** Dataset entries follows **

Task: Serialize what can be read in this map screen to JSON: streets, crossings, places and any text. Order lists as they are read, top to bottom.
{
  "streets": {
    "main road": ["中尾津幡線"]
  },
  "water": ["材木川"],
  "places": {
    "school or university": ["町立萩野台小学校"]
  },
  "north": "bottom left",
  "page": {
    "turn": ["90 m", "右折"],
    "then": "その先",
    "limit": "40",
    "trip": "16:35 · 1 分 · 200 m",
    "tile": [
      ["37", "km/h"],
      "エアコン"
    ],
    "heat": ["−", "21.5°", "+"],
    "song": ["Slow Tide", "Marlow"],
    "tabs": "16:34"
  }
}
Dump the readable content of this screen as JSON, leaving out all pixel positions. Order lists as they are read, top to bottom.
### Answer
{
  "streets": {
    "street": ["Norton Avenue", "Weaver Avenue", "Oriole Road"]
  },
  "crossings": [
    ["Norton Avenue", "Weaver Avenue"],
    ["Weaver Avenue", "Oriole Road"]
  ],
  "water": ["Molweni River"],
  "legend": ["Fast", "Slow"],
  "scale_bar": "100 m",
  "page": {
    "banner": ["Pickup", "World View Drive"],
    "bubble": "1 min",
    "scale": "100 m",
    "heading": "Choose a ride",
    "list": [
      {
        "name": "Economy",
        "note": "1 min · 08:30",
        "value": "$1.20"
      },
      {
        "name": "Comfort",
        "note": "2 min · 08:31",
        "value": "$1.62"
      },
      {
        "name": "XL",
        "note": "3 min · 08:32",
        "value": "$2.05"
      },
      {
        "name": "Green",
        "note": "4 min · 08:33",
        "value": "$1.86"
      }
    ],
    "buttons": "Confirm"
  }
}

** End of Dataset entries **

Exercise description: From the line holding "Dump the readable" through the last line above, reproduce each line exactly and add nothing.

Answer to the problem:
Dump the readable content of this screen as JSON, leaving out all pixel positions. Order lists as they are read, top to bottom.
### Answer
{
  "streets": {
    "street": ["Norton Avenue", "Weaver Avenue", "Oriole Road"]
  },
  "crossings": [
    ["Norton Avenue", "Weaver Avenue"],
    ["Weaver Avenue", "Oriole Road"]
  ],
  "water": ["Molweni River"],
  "legend": ["Fast", "Slow"],
  "scale_bar": "100 m",
  "page": {
    "banner": ["Pickup", "World View Drive"],
    "bubble": "1 min",
    "scale": "100 m",
    "heading": "Choose a ride",
    "list": [
      {
        "name": "Economy",
        "note": "1 min · 08:30",
        "value": "$1.20"
      },
      {
        "name": "Comfort",
        "note": "2 min · 08:31",
        "value": "$1.62"
      },
      {
        "name": "XL",
        "note": "3 min · 08:32",
        "value": "$2.05"
      },
      {
        "name": "Green",
        "note": "4 min · 08:33",
        "value": "$1.86"
      }
    ],
    "buttons": "Confirm"
  }
}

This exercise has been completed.